Facebook’s strength—that it has evolved beyond a social network, into a platform—appears to be its greatest weakness, at least in the mobile market.
Much has been made in the last week about Facebook’s inability to derive revenue from or otherwise monetize its mobile business. That may be one of the factors driving the company’s stock price down; since the opening moments of its IPO, Facebook’s share price has steadily declined.
Here’s the key quote, taken from the portion of its S-1 document dealing with its risk factors: “… mobile products, where we do not currently directly generate meaningful revenue, particularly to the extent that mobile engagement is substituted for engagement with Facebook on personal computers where we monetize usage by displaying ads and other commercial content.”
In other words, Facebook is worried about users posting status updates, check-ins, and posting pictures from smartphones instead of from their laptops and desktop PCs—exactly the mobile usage what rivals like Path, Color, and even startups like Instagram have sought to achieve. Of course, Facebook bought Instagram for $1 billion, a deal most now assume recognized the significance of the mobile market.
Basically, Facebook Mobile is getting killed by Facebook Desktop.
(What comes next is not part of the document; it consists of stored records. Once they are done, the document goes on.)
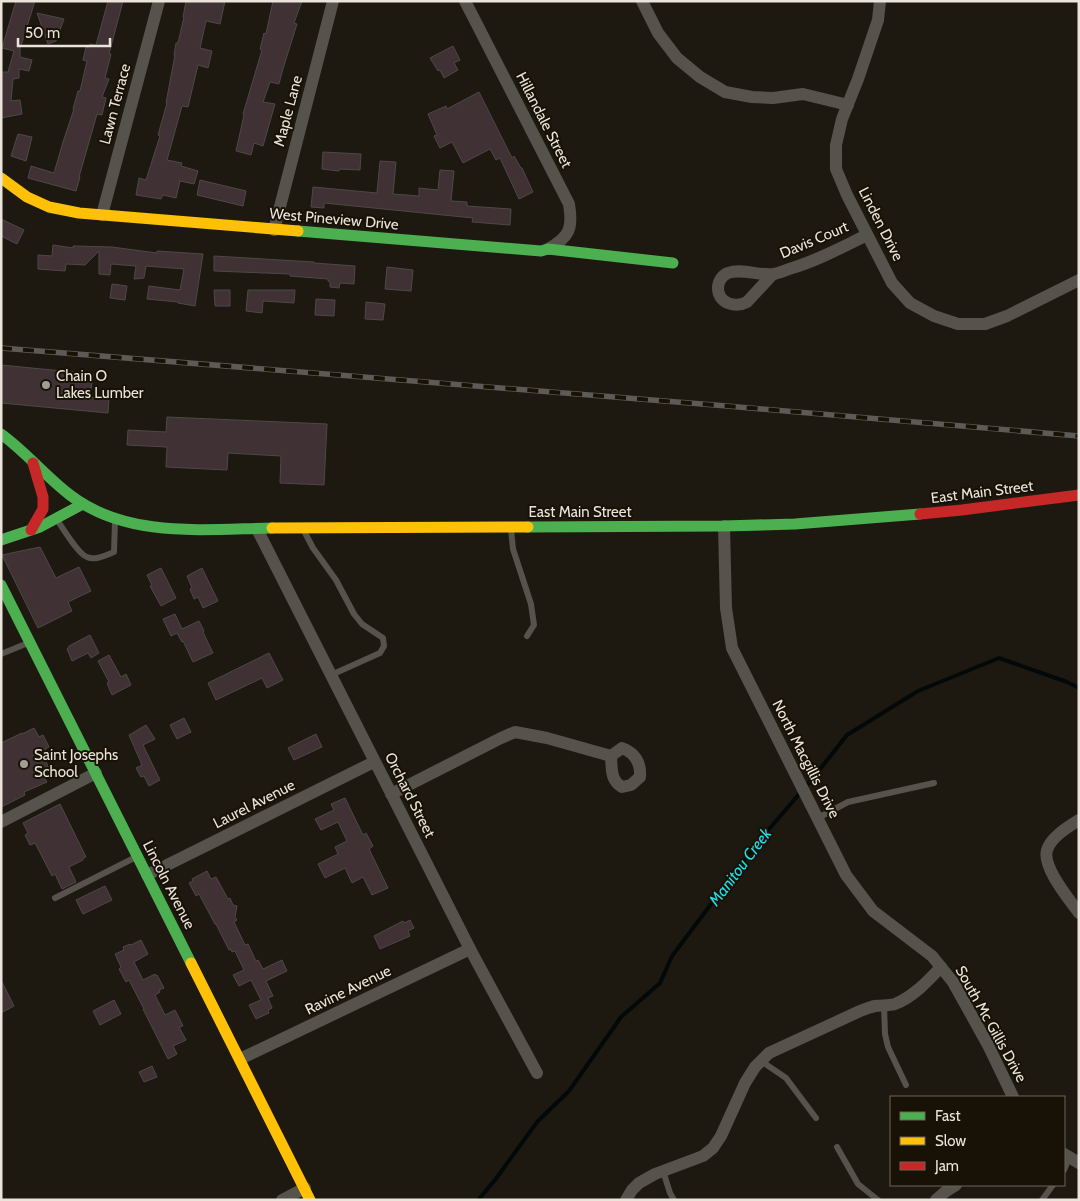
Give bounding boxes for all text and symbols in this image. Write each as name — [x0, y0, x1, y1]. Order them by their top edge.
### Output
scale bar — [18, 15, 110, 47]
text: 50 m — [25, 24, 60, 42]
street label: Lawn Terrace — [96, 61, 134, 146]
street label: Hillandale Street — [512, 69, 576, 171]
street label: Maple Lane — [270, 73, 306, 149]
street label: Linden Drive — [855, 184, 907, 264]
street label: West Pineview Drive — [269, 204, 400, 234]
street label: Davis Court — [777, 217, 851, 263]
place label: Chain O Lakes Lumber — [56, 367, 144, 402]
marker: Chain O Lakes Lumber — [40, 379, 52, 391]
street label: East Main Street — [930, 477, 1034, 507]
street label: East Main Street — [529, 503, 631, 521]
street label: North Macgillis Drive — [768, 697, 844, 821]
place label: Saint Josephs School — [34, 746, 118, 781]
street label: Orchard Street — [381, 750, 439, 840]
marker: Saint Josephs School — [18, 758, 30, 770]
street label: Laurel Avenue — [210, 776, 298, 832]
water label: Manitou Creek — [704, 824, 776, 910]
street label: Lincoln Avenue — [139, 838, 199, 933]
street label: Ravine Avenue — [302, 961, 394, 1019]
street label: South Mc Gillis Drive — [952, 963, 1031, 1086]
legend — [890, 1096, 1065, 1186]
text: Fast — [935, 1107, 960, 1125]
text: Slow — [935, 1132, 966, 1150]
text: Jam — [934, 1157, 959, 1175]

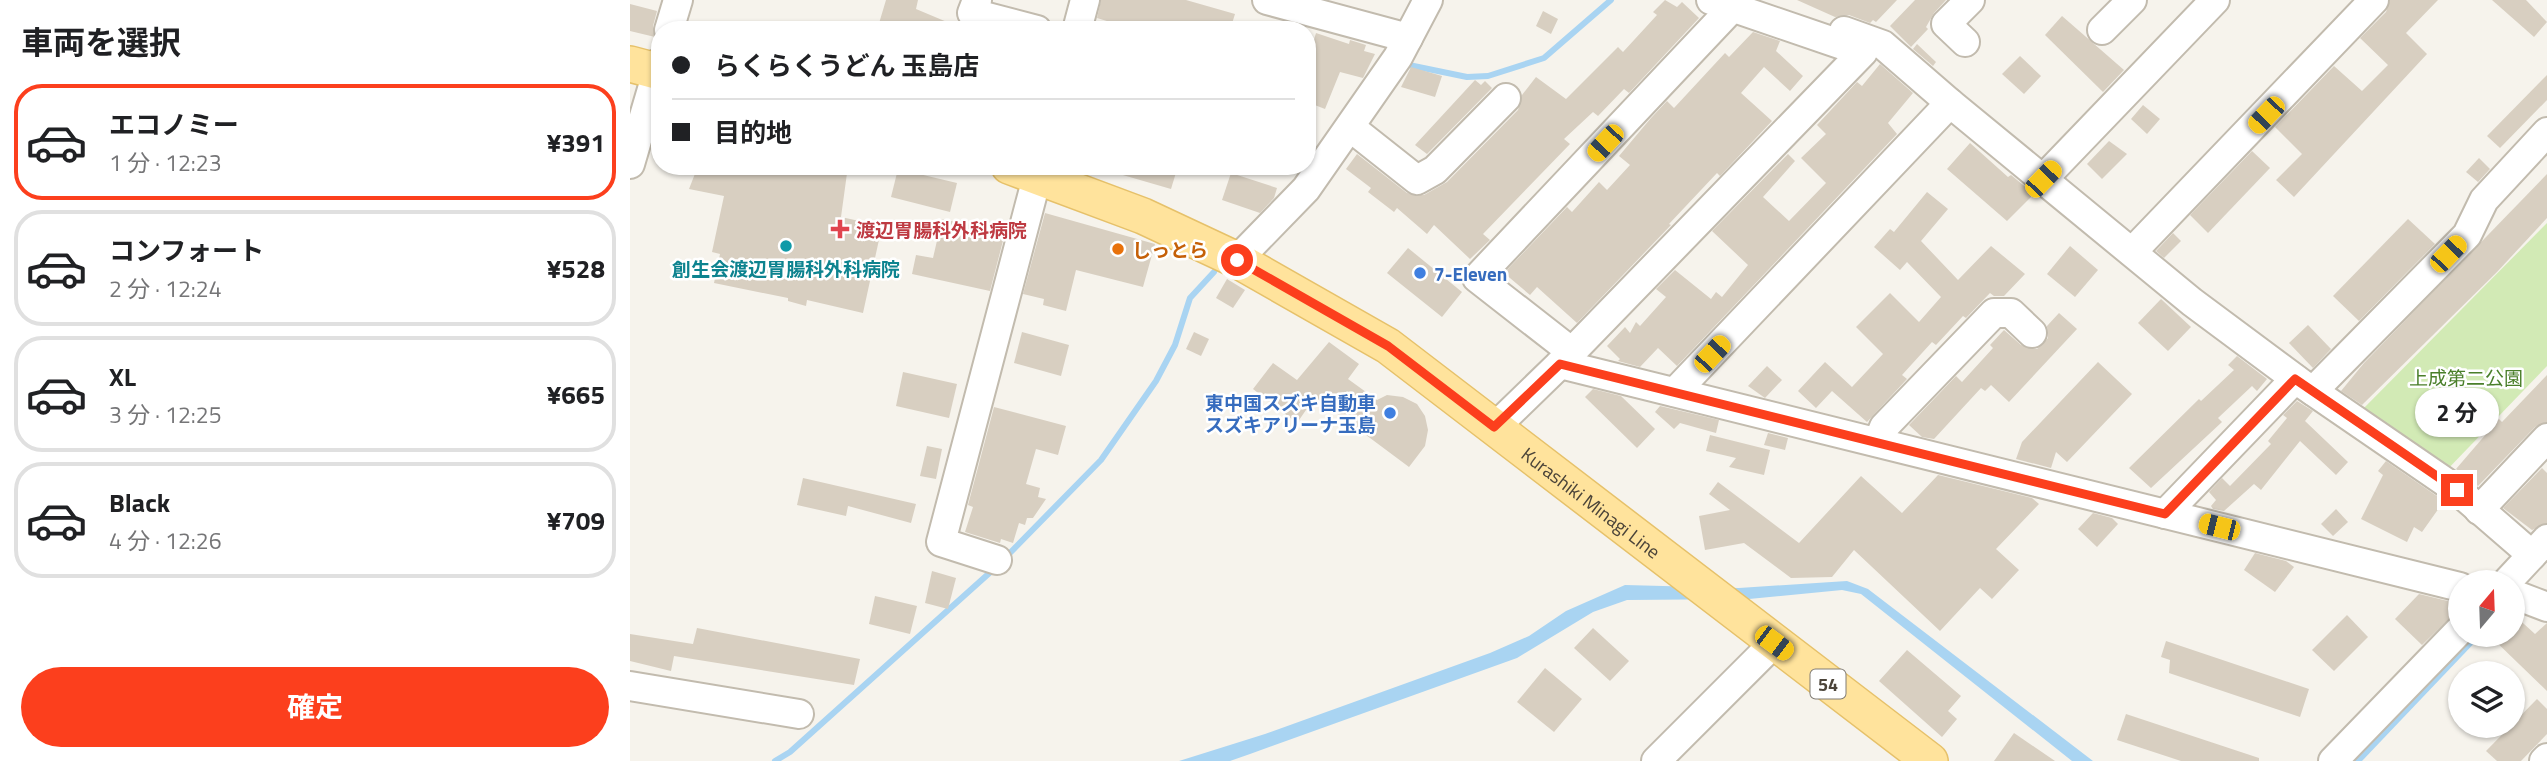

Yes, other risks include the so-called law of large numbers, which says Facebook’s growth will inevitably taper off as it attracts a larger proportion of the world’s users. And there’s always the risk that users will migrate to the next big thing. But monetizing mobile is the short-term problem that overrides all else.
Monetizing mobile means one thing: ads. And it seems impossible to believe that Facebook can’t figure out a strategy for embedding ads into its mobile Timelines—in fact, a few months ago, Facebook said it would be doing exactly that. The company said it would begin displaying premium ads and Sponsored Stories, or posts that have been paid for by advertisers, on mobile news feeds, and on the desktop log-out page. Previously, ads were only shown on the sidebar and desktop news feed. A new type of ad, called “Offers,” will also provide a “a free and easy way” for businesses to share discounts and promotions directly through their Facebook pages, Angela Moscaritolo reported from New York.
According to Noah Elkin, principal analyst for eMarketer, the two largest mobile ad networks are owned by Google and Apple —the developers of the two mobile operating systems Facebook’s HTML5-based mobile app runs on top of. That gives both Apple and Google at least some measure of control in this game that Facebook, which has yet to develop a specific version of its app for either OS, so far lacks.
Here’s the thing: merely displaying simple text-based ads on a Timeline or news feed shouldn’t be difficult; Google has made billions doing just that (the back-end sales and algorithms necessary to do so effectively are another story). But the rich relationships an advertiser can strike with a user via Timeline apps and other brand relationships simply aren’t there in the mobile space.